I believe that you are overestimating the effort of coding inclusion-exclusion.

class LetterRule:
    def __init__ (self, letter, positions):
        self.letter = letter
        if isinstance(positions, list):
            self.positions = positions
        else:
            self.positions = [positions]

def count_matching_combinations (letter_allowed):
    answer = 1
    for allowed in letter_allowed.values():
        answer *= len(allowed)
    return answer

def matching_rule_allowed (letter_allowed, rule):
    # Make a copy
    letter_allowed = letter_allowed.copy()
    for letter_rule in rule:
        allowed = letter_allowed[letter_rule.letter]
        allowed = [x for x in allowed if x in letter_rule.positions]
        if 0 == len(allowed):
            return None
        letter_allowed[letter_rule.letter] = allowed
    return letter_allowed

# This is the inclusion-exclusion logic.
def matching_combination_counts (letter_allowed, rules, i=None, sign=1):
    if i is None:
        yield(count_matching_combinations(letter_allowed))
        for i in range(len(rules)):
            yield from matching_combination_counts(
                letter_allowed, rules, i, -1)

    else:
        letter_allowed = matching_rule_allowed(letter_allowed, rules[i])
        if letter_allowed is not None:
            yield sign * count_matching_combinations(letter_allowed)
            for j in range(i+1, len(rules)):
                yield from matching_combination_counts(
                    letter_allowed, rules, j, sign * -1)

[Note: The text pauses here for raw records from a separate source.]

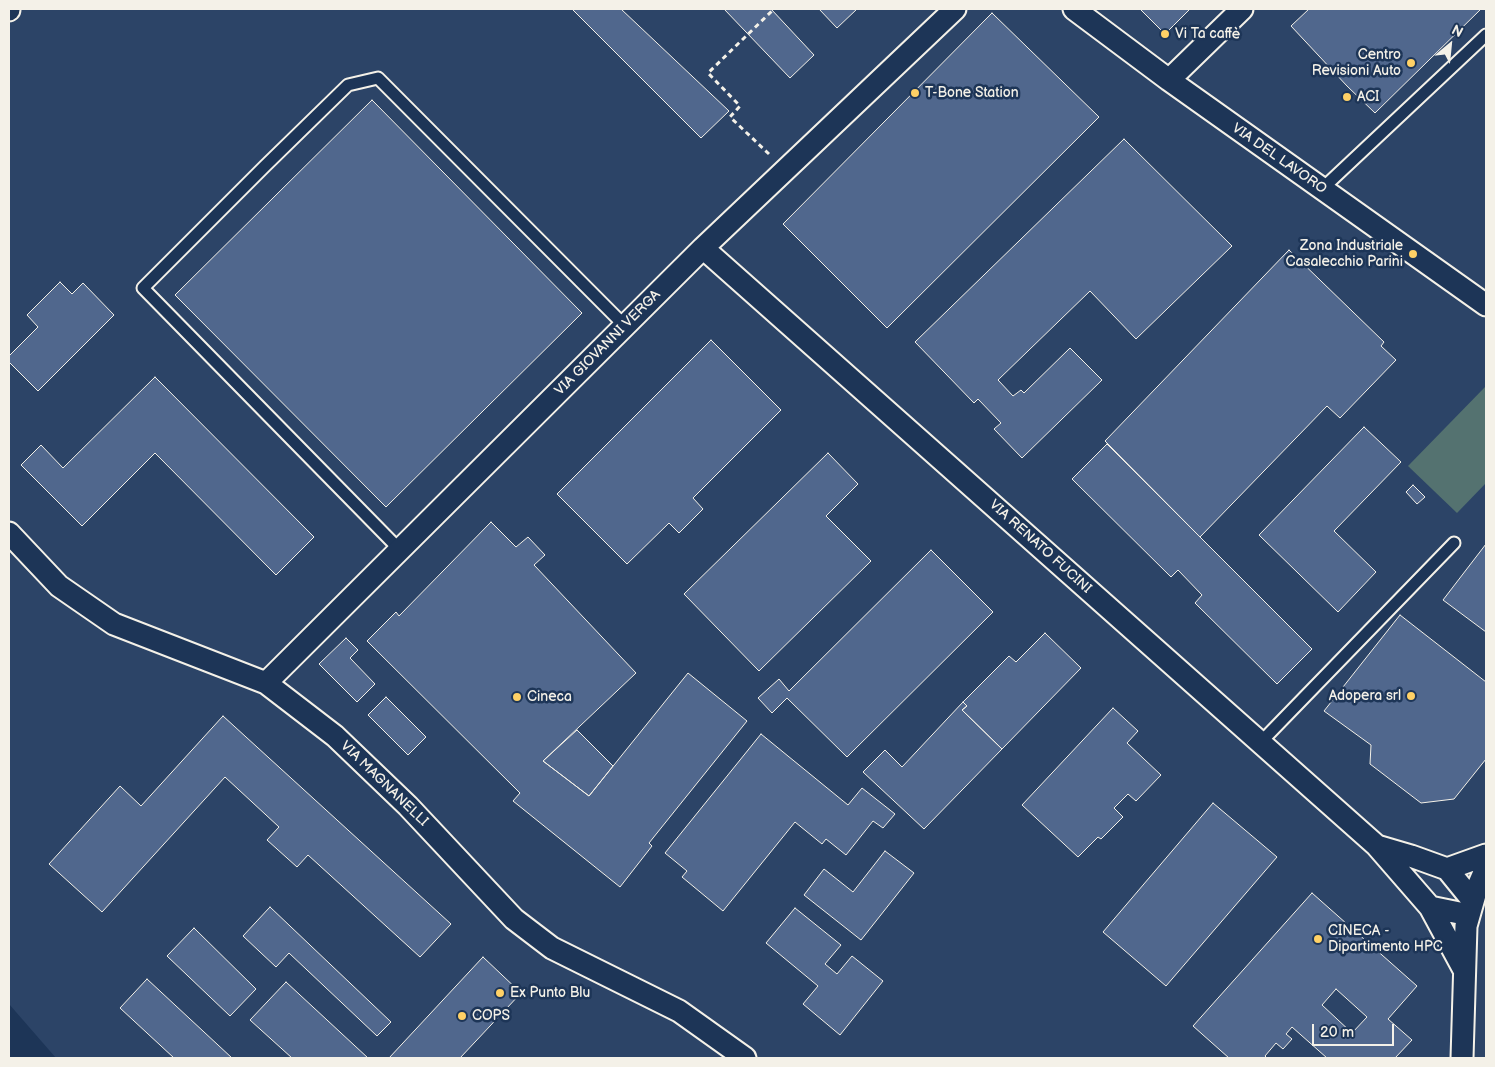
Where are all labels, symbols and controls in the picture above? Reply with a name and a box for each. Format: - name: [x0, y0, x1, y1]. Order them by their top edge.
- north arrow: [1425, 20, 1475, 70]
- text: N: [1449, 21, 1466, 41]
- place label: Vi Ta caffè: [1175, 26, 1240, 42]
- marker: Vi Ta caffè: [1159, 28, 1171, 40]
- place label: Centro Revisioni Auto: [1312, 47, 1401, 80]
- marker: Centro Revisioni Auto: [1405, 57, 1417, 69]
- place label: T-Bone Station: [925, 85, 1019, 101]
- marker: T-Bone Station: [909, 87, 921, 99]
- place label: ACI: [1357, 89, 1379, 105]
- marker: ACI: [1341, 91, 1353, 103]
- street label: VIA DEL LAVORO: [1229, 120, 1329, 198]
- place label: Zona Industriale Casalecchio Parini: [1286, 238, 1403, 270]
- marker: Zona Industriale Casalecchio Parini: [1407, 248, 1419, 260]
- street label: VIA GIOVANNI VERGA: [552, 287, 664, 399]
- street label: VIA RENATO FUCINI: [985, 497, 1095, 597]
- place label: Adopera srl: [1329, 688, 1401, 704]
- place label: Cineca: [527, 689, 572, 705]
- marker: Adopera srl: [1405, 690, 1417, 702]
- marker: Cineca: [511, 691, 523, 703]
- street label: VIA MAGNANELLI: [337, 738, 431, 830]
- place label: CINECA - Dipartimento HPC: [1328, 923, 1443, 956]
- marker: CINECA - Dipartimento HPC: [1312, 933, 1324, 945]
- place label: Ex Punto Blu: [510, 985, 590, 1001]
- marker: Ex Punto Blu: [494, 987, 506, 999]
- place label: COPS: [472, 1008, 510, 1024]
- marker: COPS: [456, 1010, 468, 1022]
- scale bar: [1315, 1014, 1398, 1046]
- text: 20 m: [1320, 1023, 1354, 1042]

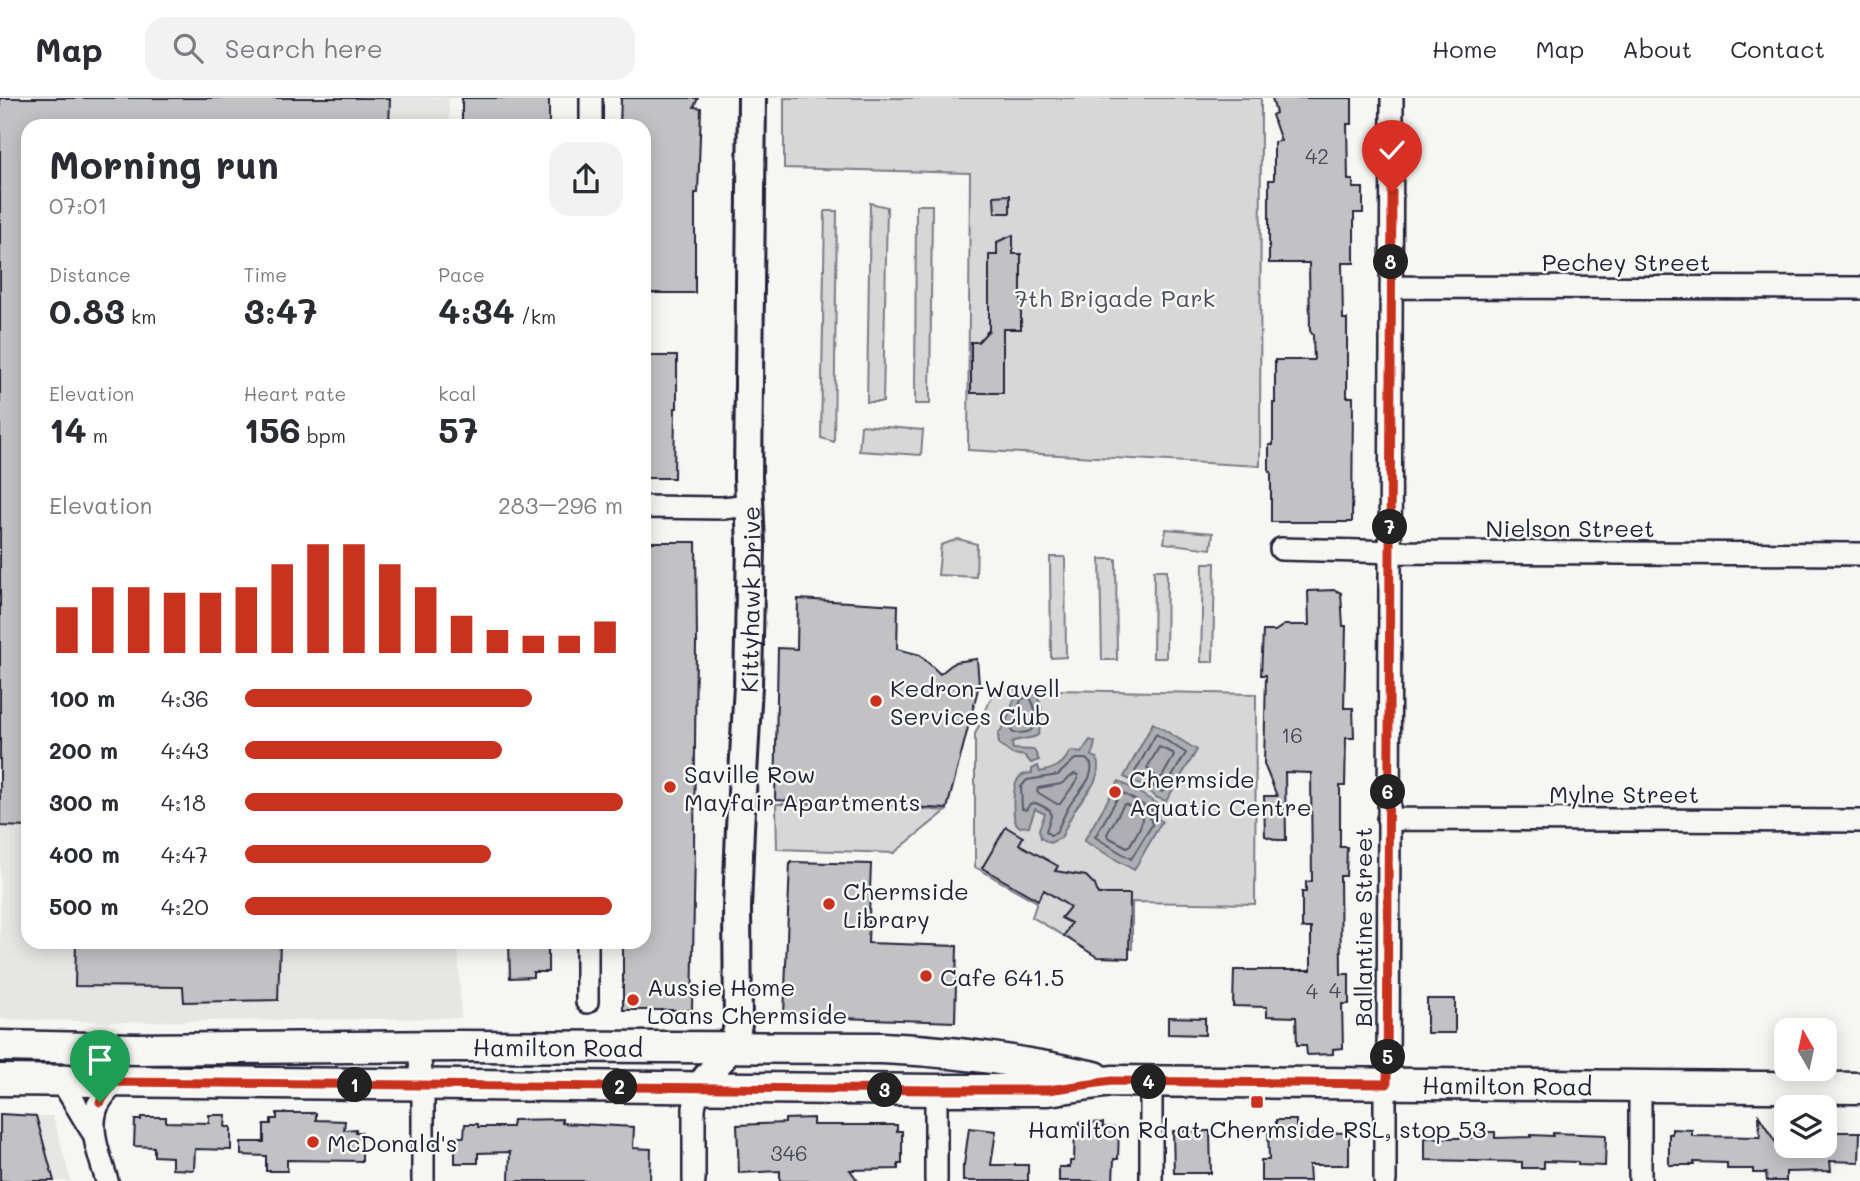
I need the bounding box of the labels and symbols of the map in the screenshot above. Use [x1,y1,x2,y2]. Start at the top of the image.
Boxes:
pin [1362,120,1422,192]
house number: 42 [1305,142,1329,169]
pin: 8 [1374,244,1408,280]
street label: Pechey Street [1542,246,1710,277]
park label: 7th Brigade Park [1015,282,1215,313]
street label: Kittyhawk Drive [732,505,767,693]
pin: 7 [1372,510,1408,544]
street label: Nielson Street [1485,512,1655,543]
place label: Kedron-Wavell Services Club [890,672,1060,731]
marker: Kedron-Wavell Services Club [868,693,884,709]
house number: 16 [1281,721,1303,748]
place label: Saville Row Mayfair Apartments [684,758,920,817]
place label: Chermside Aquatic Centre [1129,763,1312,822]
pin: 6 [1370,774,1406,810]
street label: Mylne Street [1549,778,1699,809]
marker: Saville Row Mayfair Apartments [662,779,678,795]
marker: Chermside Aquatic Centre [1107,784,1123,800]
street label: Ballantine Street [1347,827,1378,1027]
place label: Chermside Library [843,875,969,934]
marker: Chermside Library [821,896,837,912]
place label: Cafe 641.5 [940,961,1064,992]
marker: Cafe 641.5 [918,968,934,984]
place label: Aussie Home Loans Chermside [647,971,847,1030]
house number: 4 [1329,976,1342,1003]
house number: 4 [1306,977,1319,1004]
marker: Aussie Home Loans Chermside [625,992,641,1008]
north arrow [1774,1018,1838,1082]
pin [70,1030,130,1102]
street label: Hamilton Road [473,1031,643,1062]
pin: 5 [1370,1040,1406,1074]
pin: 4 [1132,1065,1166,1100]
pin: 1 [338,1068,372,1102]
street label: Hamilton Road [1422,1068,1593,1101]
pin: 2 [602,1070,638,1104]
pin: 3 [868,1072,903,1108]
marker: Hamilton Rd at Chermside RSL, stop 53 [1249,1094,1265,1110]
place label: Hamilton Rd at Chermside RSL, stop 53 [1028,1113,1486,1144]
place label: McDonald's [327,1127,457,1158]
marker: McDonald's [305,1134,321,1150]
house number: 346 [770,1139,808,1166]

def count_combinations (letter_allowed, rules=None):
    if rules is None:
        rules = []
    return sum(matching_combination_counts(letter_allowed, rules))


letter_allowed = {
    'A': [0, 1, 2, 3],
    'B': [0, 1, 2],
    'C': [0, 1, 2, 3, 4],
    'D': [0, 1, 2],
}
rules = [
    [LetterRule('A', 1), LetterRule('B', 2)],
    [LetterRule('A', 2), LetterRule('C', 4)],
]
print(count_combinations(letter_allowed, rules))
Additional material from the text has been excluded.